Semejante puesta en escena nos consterna. Es un hito de absoluto cambio, casi brutal en los principios de un líder que representa una fuerza social anhelante de una transformación en beneficio de las minorías excluidas, y que lo ha hecho el dirigente que es hoy.
He aquí nuestro Nobel de Literatura quien, tras ser derrotado por Alberto Fujimori, hace ya 21 años, justamente en segunda vuelta, se sale con la suya. El mismo que corrió hacia el continente europeo para nacionalizarse bajo las faldas de su madre patria para, desde allí, iniciar una crítica descarnada contra la política peruana, hasta hace apenas unas semanas en que expresaba su frase “célebre” manifestando que votar por Ollanta significaba el “cáncer o el sida”. Para hacer aún más personal su revancha, entra en escena su hijo Álvaro o Álvarito, como él mismo le llama; aquí el autor del “Perfecto idiota latinoamericano”, quien critica con sorna, en esta obra, las prácticas izquierdistas de los líderes de esta parte del mundo; yace ahora al servicio de la campaña a favor de un “izquierdista”. Osa además decir que, “el mayor dolor de cabeza de Chávez, es Humala”, contraviniendo toda lógica, que sólo él incuba en su pequeña alegría por saldarse la deuda de resentimiento y dolor que subyace en los Vargas Llosa contra los Fujimori. Preguntémonos: ¿habrían salido a decir lo mismo si Humala hubiese competido con PPk, Alejandro Toledo o Castañeda Lossio? ¿Son sinceros sus intereses por el Perú y la democracia, o es más bien su pasión pro personal que los mueve, como nunca, para hacerse de las tribunas mediáticas en el Perú, ausente para ellos en su vida cotidiana?

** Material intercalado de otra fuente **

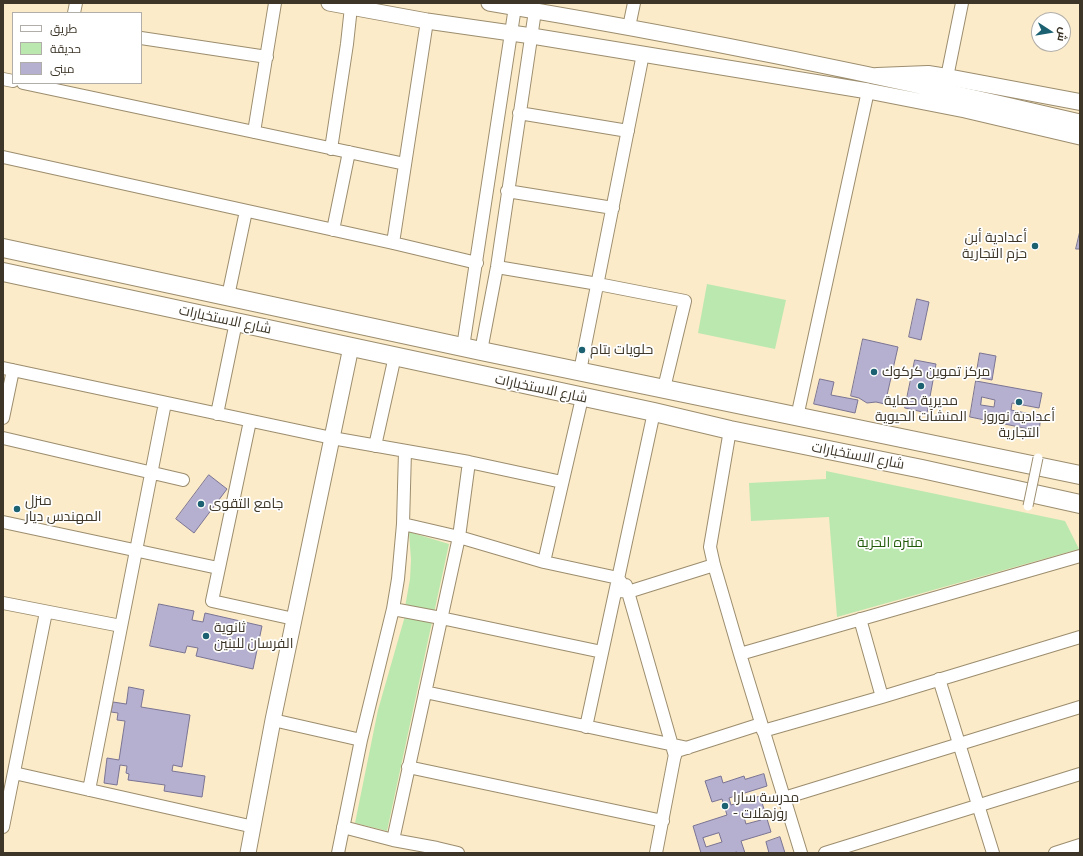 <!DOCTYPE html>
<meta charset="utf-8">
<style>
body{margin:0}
#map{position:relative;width:1083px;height:856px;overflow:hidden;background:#fbebc9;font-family:Karla,Cairo,sans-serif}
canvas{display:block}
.frame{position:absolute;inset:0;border:4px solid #3c3528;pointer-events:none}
.legend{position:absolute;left:12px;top:12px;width:130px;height:72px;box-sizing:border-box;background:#fff;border:1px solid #b1aea9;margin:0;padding:5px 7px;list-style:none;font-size:12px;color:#3c3528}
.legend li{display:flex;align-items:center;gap:8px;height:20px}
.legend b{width:20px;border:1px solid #b1aea9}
.north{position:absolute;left:1031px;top:12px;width:40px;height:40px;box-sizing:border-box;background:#fff;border:1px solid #b1aea9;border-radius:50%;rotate:102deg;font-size:11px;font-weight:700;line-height:16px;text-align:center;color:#3c3528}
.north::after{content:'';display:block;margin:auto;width:14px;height:18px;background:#1b6172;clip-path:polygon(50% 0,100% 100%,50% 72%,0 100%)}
</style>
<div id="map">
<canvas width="1083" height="856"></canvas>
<div class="frame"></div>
<ul class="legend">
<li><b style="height:5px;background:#fff"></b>طريق</li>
<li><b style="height:11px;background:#bbe8ae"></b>حديقة</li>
<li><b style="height:11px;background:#b5afd0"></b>مبنى</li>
</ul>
<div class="north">ش</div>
</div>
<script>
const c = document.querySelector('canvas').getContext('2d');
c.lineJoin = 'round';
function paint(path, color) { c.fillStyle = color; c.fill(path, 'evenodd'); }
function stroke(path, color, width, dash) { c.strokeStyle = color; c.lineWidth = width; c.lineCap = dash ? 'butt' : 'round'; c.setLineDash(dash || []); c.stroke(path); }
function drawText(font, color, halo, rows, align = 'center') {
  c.font = font + ' Karla,Cairo,sans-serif'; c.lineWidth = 3.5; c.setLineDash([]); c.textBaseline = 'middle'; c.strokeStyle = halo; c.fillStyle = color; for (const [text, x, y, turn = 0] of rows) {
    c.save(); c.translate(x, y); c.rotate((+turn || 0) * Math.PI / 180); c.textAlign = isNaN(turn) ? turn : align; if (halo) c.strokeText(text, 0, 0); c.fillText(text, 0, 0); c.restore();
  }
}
paint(new Path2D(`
 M707,284L786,300L775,349L698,333Z
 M826,471L1065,521L1079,549L837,617L829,517L751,521L749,483L826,479Z
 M409,532L449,544L434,613L405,607L410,579L411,560Z
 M405,616L432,622L387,831L355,823L378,710Z`), '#bbe8ae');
const building = new Path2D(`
 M1080,231V249H1076Z
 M917,299L929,302L921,340L909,337Z
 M863,339L898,347L885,404L876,402L867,403L859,398L851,396Z
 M980,353L996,356L992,380L976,377Z
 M915,360L936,364L927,413L905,408Z
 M820,379L834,382L831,395L858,400L855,413L814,404Z
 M976,381L1042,393L1039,408L1012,403L1011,410L1041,416L1039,431L970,417ZM982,397L995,400L994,407L981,405Z
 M209,475L227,489L194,533L176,519Z
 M159,604L194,611L192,620L203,622L205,613L262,626L253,669L196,656L198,648L187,646L185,653L150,646Z
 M129,687L144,690L141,707L190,715L182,767L173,765L172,771L205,776L202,797L164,791L165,785L128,780L129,774L126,773L127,766L120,765L117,785L104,783L107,758L119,760L125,721L117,720L118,713L111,712L113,702L126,704Z
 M764,774L767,786L729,798L731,805L760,796L771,832L741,841L745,853H737V852L732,853H701L693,826L727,815L722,799L712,802L705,781L721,776L723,783L744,776L745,779ZM758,812L761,820L746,824L744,817ZM719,833L722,842L706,847L703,838Z
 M780,837L785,853H769L766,842Z`);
paint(building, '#b5afd0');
stroke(building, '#7a7493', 1);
const minor = new Path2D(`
 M74,13L76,3
 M629,27L634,3
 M141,38L267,57
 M947,77L962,3
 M3,79L13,81
 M23,83L405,164
 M519,113L628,131
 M254,132L275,3
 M331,149L347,44L351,7
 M3,157L393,243L477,263
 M507,191L613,208
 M333,230L349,152
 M393,243L427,21
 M497,267L598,284L685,301L664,388
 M228,296L246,211
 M463,347L515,7
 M481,351L497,267L535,11
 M3,368L332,438L469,462L562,482
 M580,371L643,54
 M217,414L236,322
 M797,417L868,91
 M3,418L13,370
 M250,421L212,601L294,619
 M730,430L710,547L714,565L740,654L801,853
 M3,438L183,480
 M375,446L395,356
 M3,522L218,568
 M403,524L459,537L544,562L618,578L628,592
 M544,562L582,398
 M626,585L675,756
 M621,591L628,592L714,565
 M3,603L121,626
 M393,609L441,618L602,652
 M860,619L882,697
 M740,654L1080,556
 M939,679L993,853
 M425,692L688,748
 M273,720L361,740
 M586,727L654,412
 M763,731L882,697L1080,637
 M680,750L761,724
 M408,767L663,821
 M14,773L254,827
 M89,790L165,403
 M784,798L1080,707
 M3,827L46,612
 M343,827L393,840L437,848L458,853
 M393,840L459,537L469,462
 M338,853L361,740L393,609L398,579L403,524L405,451
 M656,853L676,749
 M825,853L1080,774
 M1055,853L1080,845`);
const tertiary = new Path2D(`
 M329,3L427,21L532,36L868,91L965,110L1080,137
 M489,3C688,36 884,76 1080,122
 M248,853L273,720L351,347`);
const secondary = new Path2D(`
 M877,76L928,74L947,77L1080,102`);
const primary = new Path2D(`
 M3,248L481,351L1080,475
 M3,272L654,412L730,430L922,469L1080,504`);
stroke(minor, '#9c8d6e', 14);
stroke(tertiary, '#9c8d6e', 17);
stroke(secondary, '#9c8d6e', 18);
stroke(primary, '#9c8d6e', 20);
stroke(minor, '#fff', 12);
stroke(tertiary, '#fff', 15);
stroke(secondary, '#fff', 16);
stroke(primary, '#fff', 18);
const pedestrianBridge = new Path2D(`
 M1028,506L1038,458`);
stroke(pedestrianBridge, '#9c8d6e', 11, []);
stroke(pedestrianBridge, '#fff', 9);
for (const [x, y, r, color] of [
 [1035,246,4,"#1b6172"],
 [582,350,4,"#1b6172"],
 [874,372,4,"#1b6172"],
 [921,386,4,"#1b6172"],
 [1019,402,4,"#1b6172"],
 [201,504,4,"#1b6172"],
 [17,509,4,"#1b6172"],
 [206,636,4,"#1b6172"],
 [725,806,4,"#1b6172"]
]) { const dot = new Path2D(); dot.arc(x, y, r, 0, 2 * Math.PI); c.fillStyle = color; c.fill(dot); stroke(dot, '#fff', 1.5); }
drawText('14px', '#3c3528', '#fff', [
 ["أعدادية أبن",1027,238,"right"],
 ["حزم التجارية",1027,254,"right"],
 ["حلويات بتام",590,350],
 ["مركز تموين كركوك",882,372],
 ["مديرية حماية",921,401,"center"],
 ["المنشآت الحيوية",921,417,"center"],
 ["أعدادية نوروز",1019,417,"center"],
 ["التجارية",1019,433,"center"],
 ["منزل",25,501],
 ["المهندس ديار",25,517],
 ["جامع التقوى",209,504],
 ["ثانوية",214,628],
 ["الفرسان للبنين",214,644],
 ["مدرسة سارا",733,798],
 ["- روزهلات",733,814]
], 'left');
drawText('14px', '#3c3528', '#fff', [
 ["شارع الاستخبارات",225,320,12],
 ["شارع الاستخبارات",541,389,12],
 ["شارع الاستخبارات",858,456,11]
]);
drawText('14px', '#225b09', '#fff', [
 ["متنزه الحرية",890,543]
]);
</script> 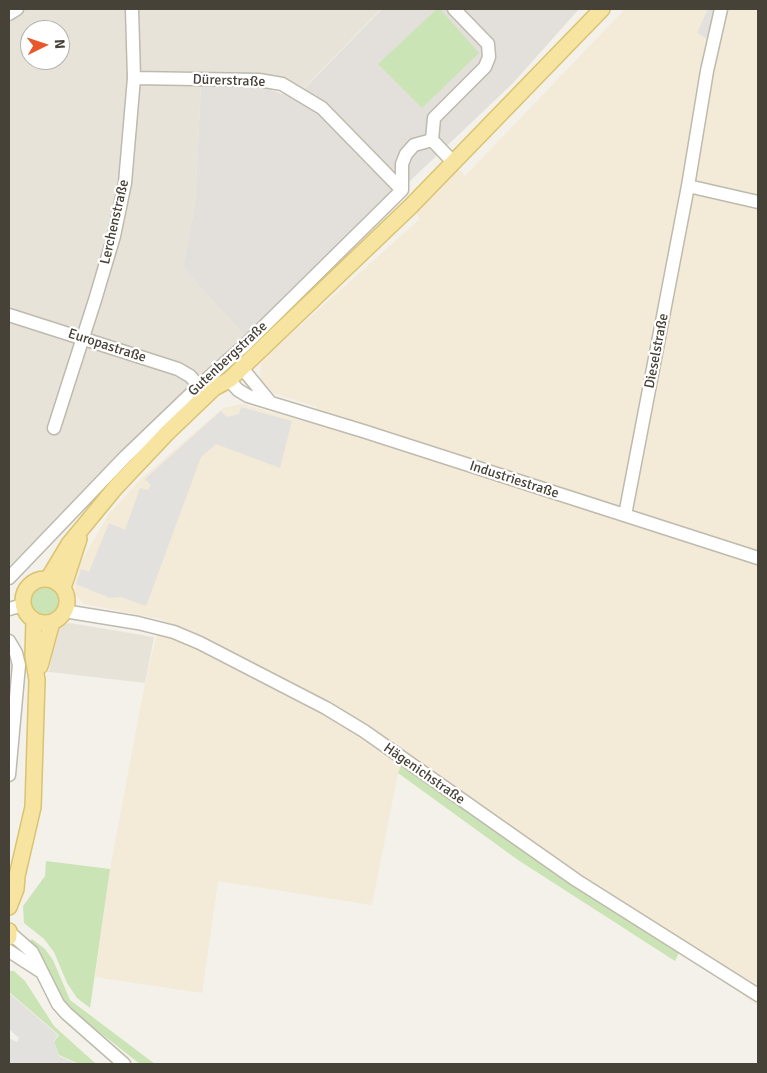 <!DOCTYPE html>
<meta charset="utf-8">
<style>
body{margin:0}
#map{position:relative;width:767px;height:1073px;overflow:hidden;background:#f3f1ea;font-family:Signika,sans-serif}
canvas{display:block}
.frame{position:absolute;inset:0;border:10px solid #474238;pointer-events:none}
.north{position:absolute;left:20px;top:20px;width:50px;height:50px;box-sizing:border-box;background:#fff;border:1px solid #b5b3af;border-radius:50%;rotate:86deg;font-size:14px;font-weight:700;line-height:20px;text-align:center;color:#474238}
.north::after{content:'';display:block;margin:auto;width:18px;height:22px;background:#e8582c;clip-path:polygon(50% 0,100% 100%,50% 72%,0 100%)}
</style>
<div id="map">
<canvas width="767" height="1073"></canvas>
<div class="frame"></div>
<div class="north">N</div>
</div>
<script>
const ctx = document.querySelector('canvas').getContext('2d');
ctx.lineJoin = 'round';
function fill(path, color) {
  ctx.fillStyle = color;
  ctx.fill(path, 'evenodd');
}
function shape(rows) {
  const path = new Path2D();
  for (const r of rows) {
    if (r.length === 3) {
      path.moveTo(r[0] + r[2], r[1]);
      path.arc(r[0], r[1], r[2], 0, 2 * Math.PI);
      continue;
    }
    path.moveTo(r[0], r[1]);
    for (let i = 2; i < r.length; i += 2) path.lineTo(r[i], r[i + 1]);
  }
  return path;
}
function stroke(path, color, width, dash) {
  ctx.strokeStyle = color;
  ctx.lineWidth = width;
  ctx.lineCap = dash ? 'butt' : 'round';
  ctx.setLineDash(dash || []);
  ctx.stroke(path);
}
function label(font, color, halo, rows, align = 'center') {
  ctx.font = font + ' Signika,sans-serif';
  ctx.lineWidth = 4.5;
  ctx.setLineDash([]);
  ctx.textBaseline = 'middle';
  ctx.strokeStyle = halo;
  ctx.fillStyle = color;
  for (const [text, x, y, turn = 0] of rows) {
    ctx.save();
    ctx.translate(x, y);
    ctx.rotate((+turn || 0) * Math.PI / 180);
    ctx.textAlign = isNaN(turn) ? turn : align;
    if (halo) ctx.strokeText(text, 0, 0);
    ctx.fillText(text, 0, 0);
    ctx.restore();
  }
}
fill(shape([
 [9,9,381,9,303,89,271,77,201,85,195,203,183,268,246,337,162,412,39,538,9,566],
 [30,30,60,30,60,60,30,60],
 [70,623,154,637,145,683,16,668,9,745,9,650,16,668,49,671,57,627]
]), '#e7e3d8');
fill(shape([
 [625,9,758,9,758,1006,680,950,513,844,402,764,398,773,372,905,218,881,202,993,95,977,110,869,145,683,157,634,197,642,161,619,84,604,74,593,77,569,108,515,142,478,223,408,242,404,312,423,317,407,275,394,260,379,261,363,280,344,420,219,411,206,454,163,465,176]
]), '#f3ead7');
fill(shape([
 [382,9,579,9,513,83,246,337,183,268,195,203,201,85,258,86,295,98]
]), '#e3e0db');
fill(shape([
 [437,9,440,9,479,53,422,108,378,64],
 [45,600,16],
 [402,764,513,844,680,950,675,961,518,860,398,773],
 [46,861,110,869,90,1008,77,998,67,983,54,952,44,939,24,923,23,906,45,876],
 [32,939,45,949,53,960,70,1000,155,1064,140,1064,75,1013,63,999,43,959,29,942],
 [9,971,14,971,25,981,54,1026,96,1064,79,1064,59,1055,54,1042,59,1035,9,992]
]), '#cbe4b6');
fill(shape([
 [708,9,716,9,708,39,697,33],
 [241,407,292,421,280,468,216,444,201,457,146,606,121,597,110,598,76,584,81,569,89,572,109,523,125,530,140,488,148,490,151,485,145,479,221,411,227,417,239,414],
 [9,993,58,1035,54,1041,59,1056,77,1064,9,1064,9,1038,17,1042,19,1038,9,1029]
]), '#e2e1de');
const minor = shape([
 [9,14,17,9],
 [134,78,259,80,282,84,322,108,402,190],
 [432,140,454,163],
 [688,186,707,71,721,9],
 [9,315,178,369,190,376,199,386],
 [242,368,270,402],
 [229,380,238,390,248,396,363,431,758,558],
 [54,428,95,300,114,236,125,183,134,78,132,9],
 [625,515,688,186,758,202],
 [9,578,125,457,199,386,245,345,402,190,402,164,406,154,414,145,432,140,434,118,485,67,489,57,488,44,454,9],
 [9,609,23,605],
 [64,611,138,623,174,632,200,643,326,708,364,731,576,880,758,995],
 [9,641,16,653,19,665,9,775],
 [9,932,32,952,58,1004,66,1013,124,1064],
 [9,951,40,971]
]);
const major = shape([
 [48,579,69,544,116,487,167,433,214,388,229,380,411,206,602,9],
 [45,601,22],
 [63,588,79,539],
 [40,666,52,622],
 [9,887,17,876,33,807,37,680,33,656,34,620],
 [9,907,16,889,17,877],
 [9,931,9,937]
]);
stroke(minor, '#bebaad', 15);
stroke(major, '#dac371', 18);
stroke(minor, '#fff', 12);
stroke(major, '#f6e4a0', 15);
label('14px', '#474238', '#fff', [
 ["Dürerstraße",229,81,2],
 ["Lerchenstraße",115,222,-77],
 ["Europastraße",107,346,18],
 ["Dieselstraße",657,351,-79],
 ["Gutenbergstraße",228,359,-43],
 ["Industriestraße",514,480,18],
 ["Hägenichstraße",424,774,35]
]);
</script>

¿Qué ha pasado con Humala? ¿Ha caído en el jueguito de poderes que juegan los Vargas Llosa, le habrán asesorado diciéndole que “el enemigo de mi enemigo es mi amigo”? ¿Habrá sido necesaria semejante humillación, sabrá que lo están utilizando, o son sólo sus ansias de llegar al poder a cómo dé lugar, que le hacen trastabillar y rendirse ante personas que jamás se interesaron por él, su proyecto político y la gente que lo apoya desde su nacimiento de líder? ¿No cabría mejor pararse con dignidad y continuar como lo venía haciendo, ¡sólo unos días más!, y esperar un poquitito, como dicen nuestras madres en Perú, hasta que llegue el 5 de junio que está a la vueltita? y que el pueblo peruano, único soberano, decidiera si apoyaba su moción o decidía postergarla. Las encuestas posteriores no lo han favorecido, sino más bien le han entrampado.
Este tipo de compromisos desconocidos, una juramentación “en pro de la democracia”, que se acuna en el calor del transfuguismo y el fuego de la inconsecuencia llena de incertidumbres, como lo hemos dicho en anteriores frases, a un electorado que tendrá que sopesar qué tipo de líder queremos para gobernar el futuro del país. Lo cierto, es que hoy ya no es Chávez el que le hace sombra al líder nacionalista del Perú; un nuevo apellido, ahora venido desde países más lejanos y de la extrema derecha, lo pena en su desventaja ante los electores.